_Aim of the exercise_: Reproduce the listing in full. Omit the pictures.
++++ Given records ++++
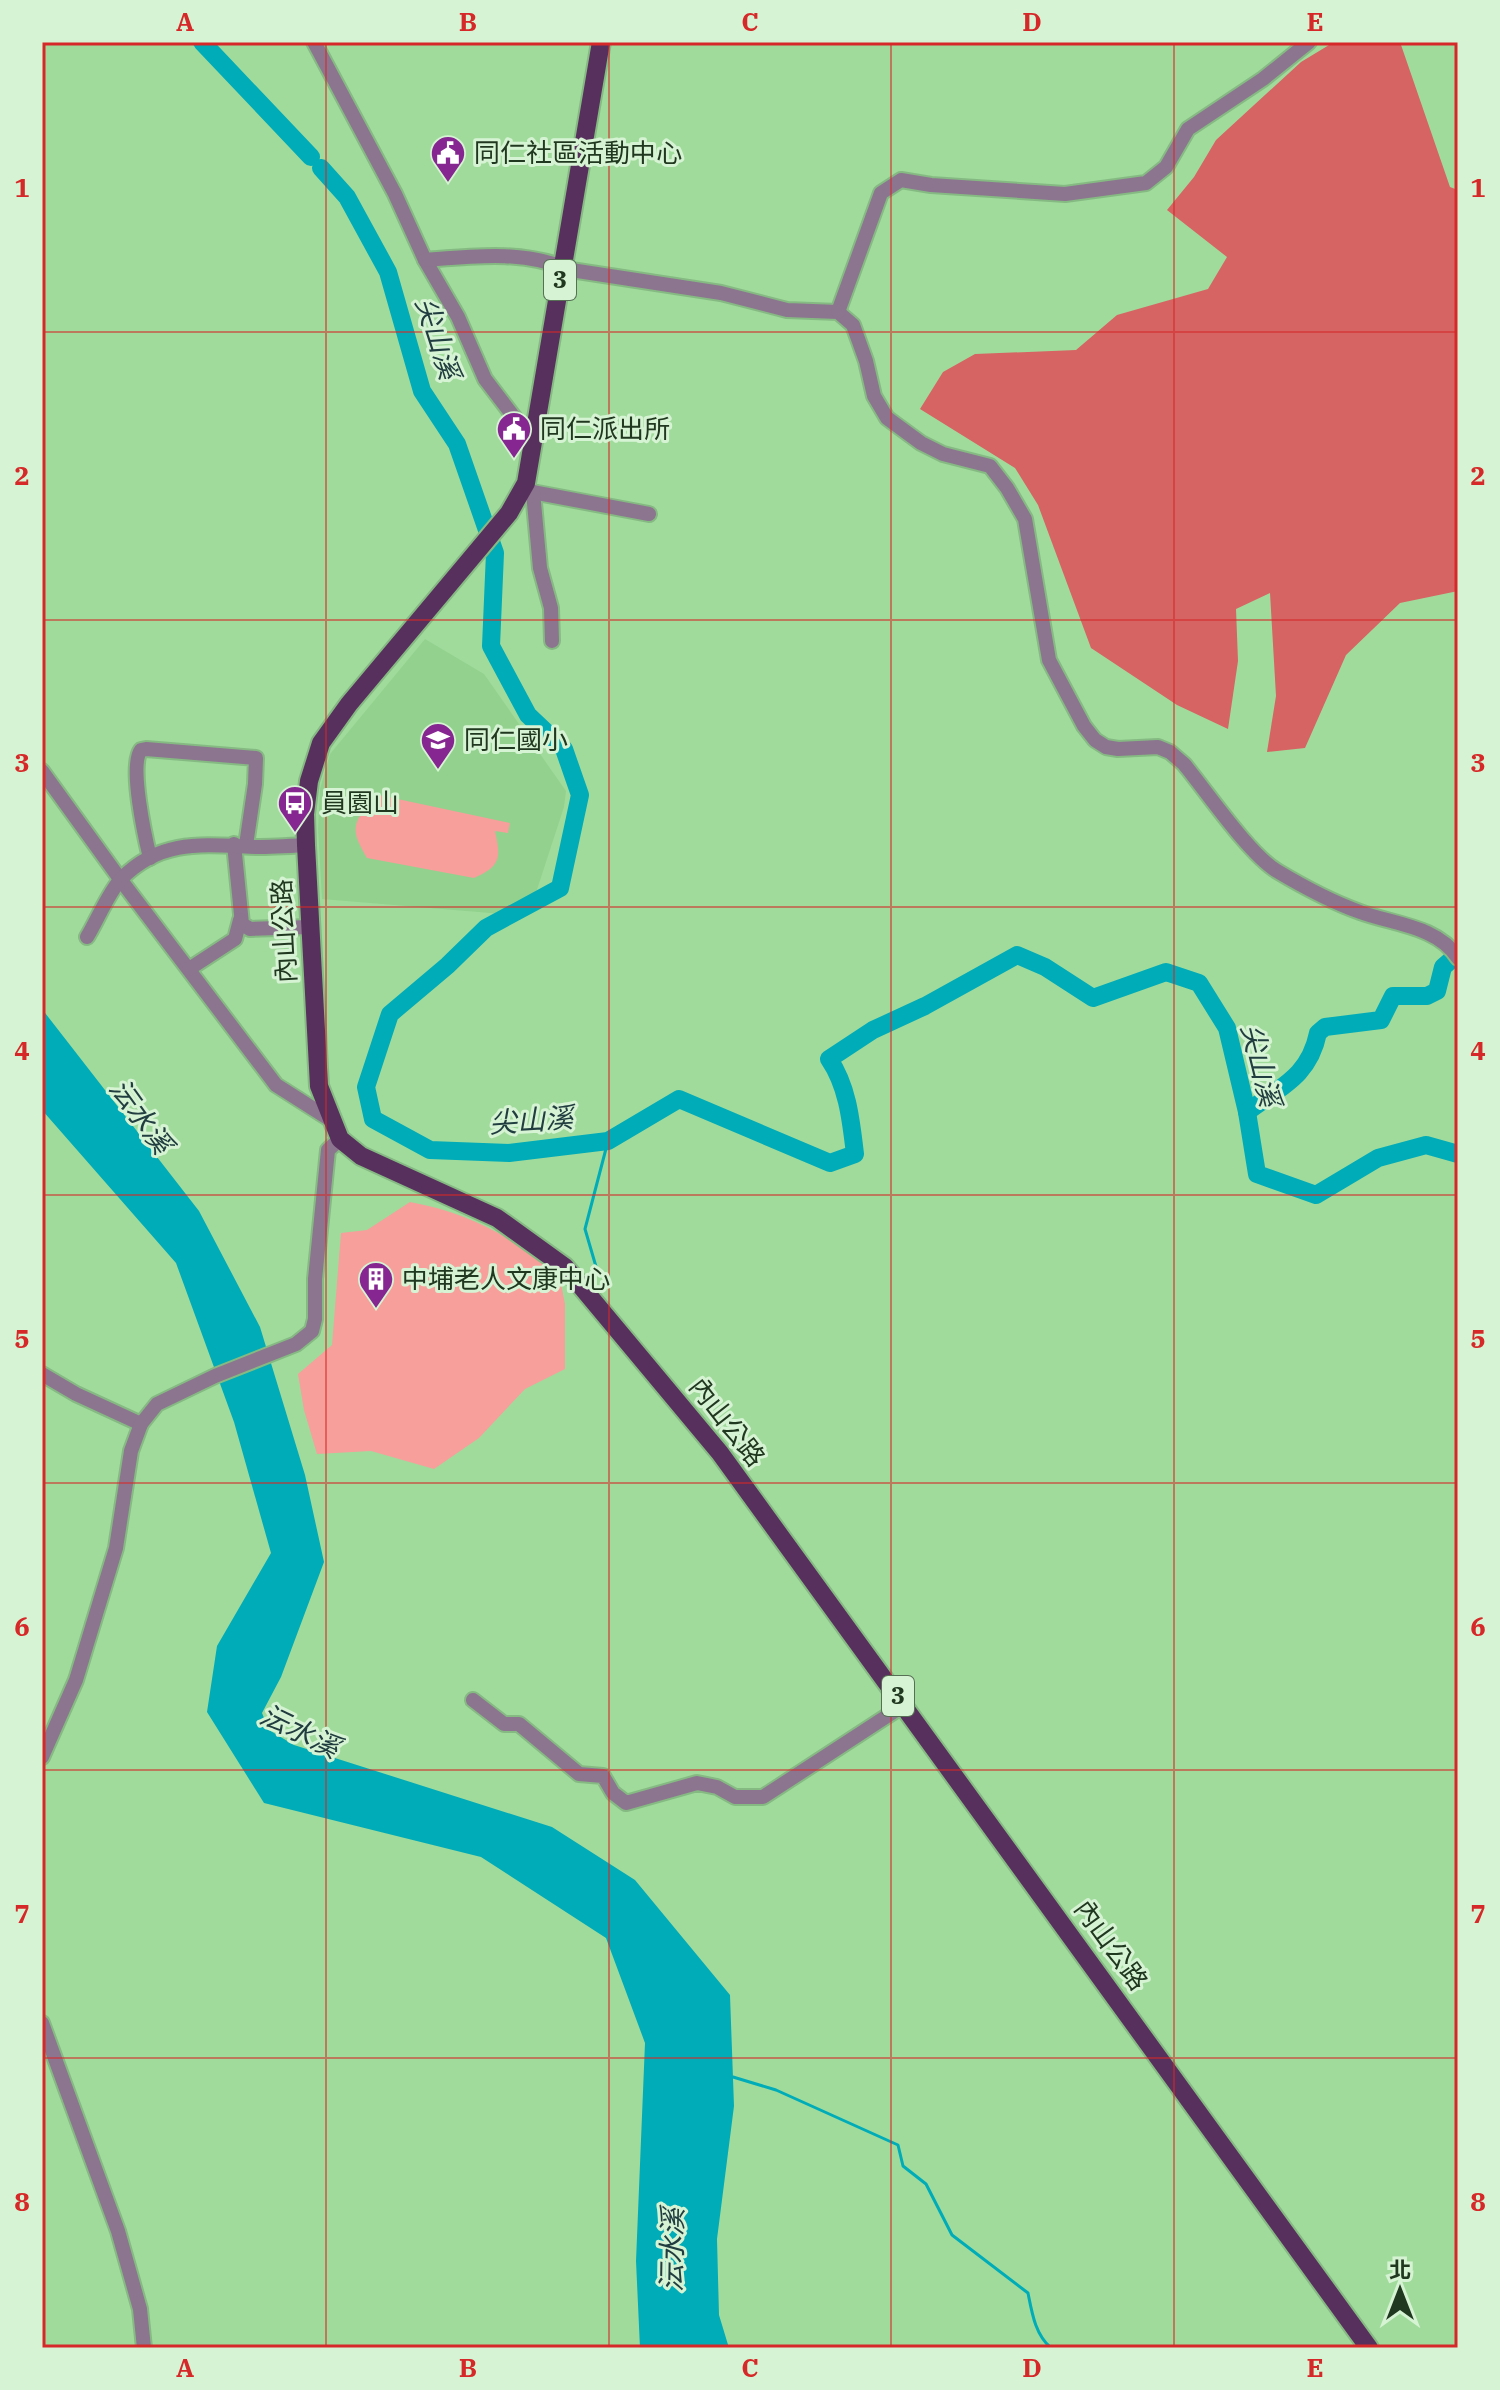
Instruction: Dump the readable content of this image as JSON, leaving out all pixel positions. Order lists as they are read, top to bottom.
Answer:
{
  "streets": {
    "main road": ["3", "內山公路"]
  },
  "crossings": [
    ["3", "內山公路"]
  ],
  "water": ["尖山溪", "沄水溪"],
  "places": {
    "public building": ["同仁社區活動中心", "同仁派出所"],
    "school or university": ["同仁國小"],
    "bus stop": ["員園山"],
    "building": ["中埔老人文康中心"]
  },
  "north": "top",
  "grid": {
    "columns": [
      "A",
      "B",
      "C",
      "D",
      "E"
    ],
    "rows": [
      "1",
      "2",
      "3",
      "4",
      "5",
      "6",
      "7",
      "8"
    ]
  }
}
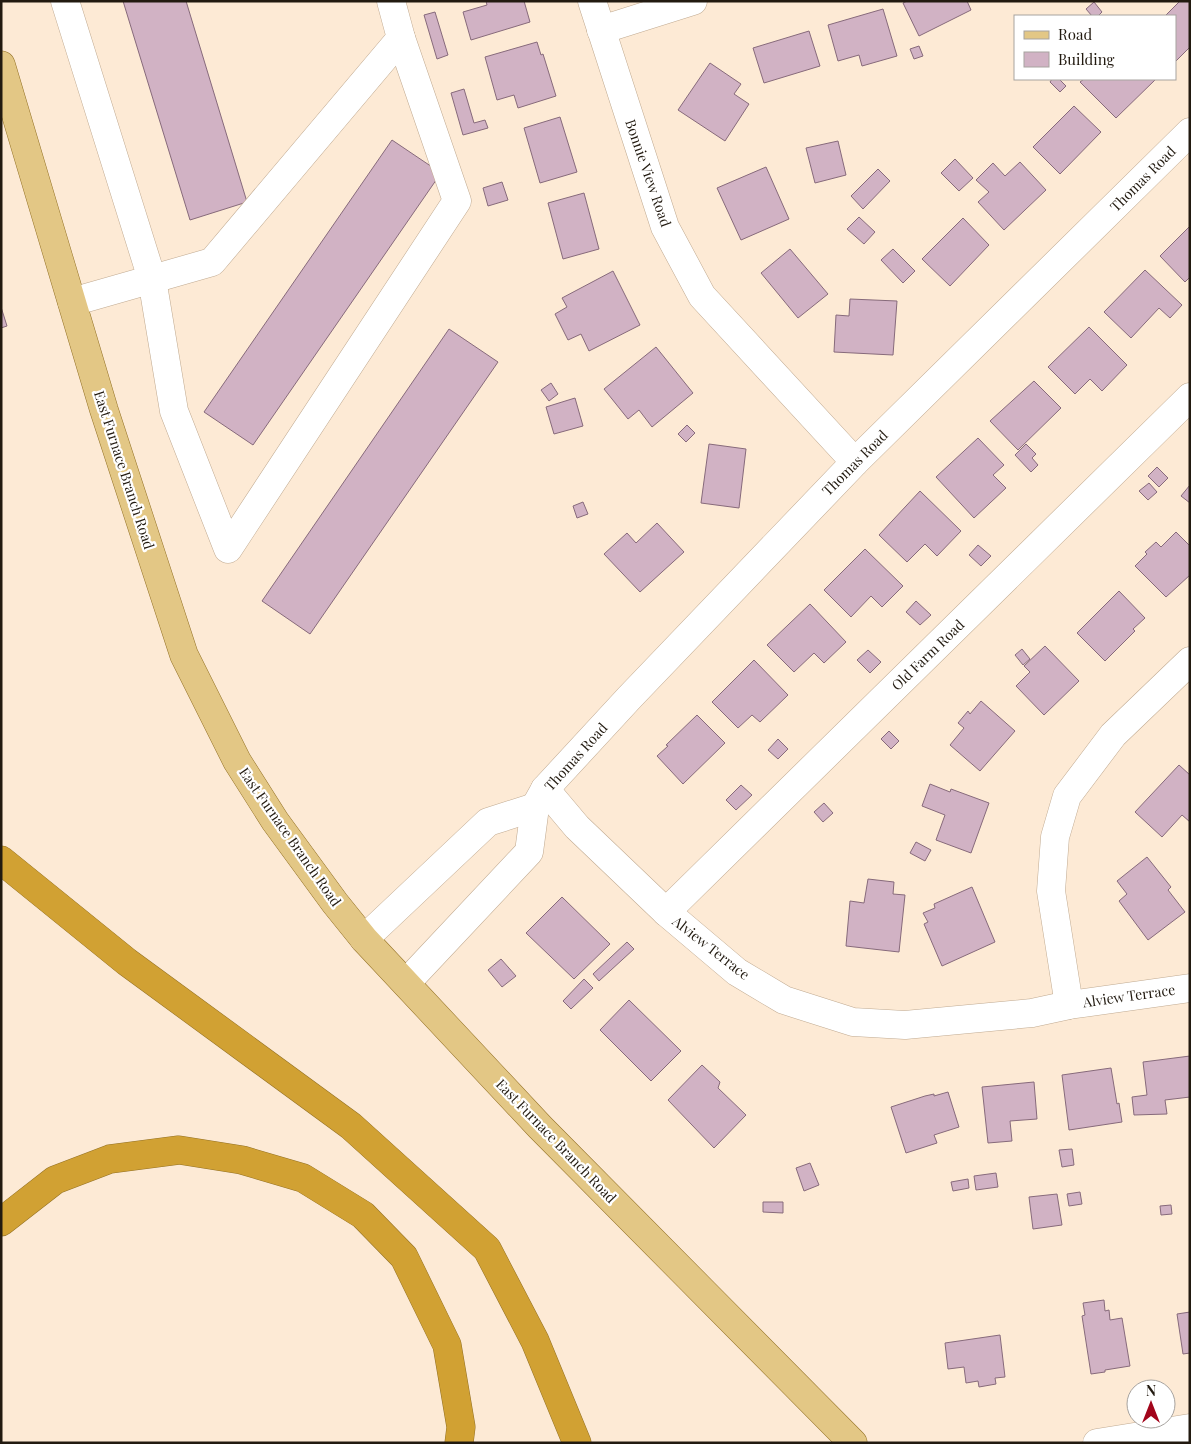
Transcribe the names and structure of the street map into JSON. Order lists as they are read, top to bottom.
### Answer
++++
_Your response_:
Instruction: Dump the readable content of this image as JSON, leaving out all pixel positions. Order lists as they are read, top to bottom.
Answer:
{
  "streets": {
    "main road": ["3", "內山公路"]
  },
  "crossings": [
    ["3", "內山公路"]
  ],
  "water": ["尖山溪", "沄水溪"],
  "places": {
    "public building": ["同仁社區活動中心", "同仁派出所"],
    "school or university": ["同仁國小"],
    "bus stop": ["員園山"],
    "building": ["中埔老人文康中心"]
  },
  "north": "top",
  "grid": {
    "columns": [
      "A",
      "B",
      "C",
      "D",
      "E"
    ],
    "rows": [
      "1",
      "2",
      "3",
      "4",
      "5",
      "6",
      "7",
      "8"
    ]
  }
}
Transcribe the names and structure of the street map into JSON. Order lists as they are read, top to bottom.
### Answer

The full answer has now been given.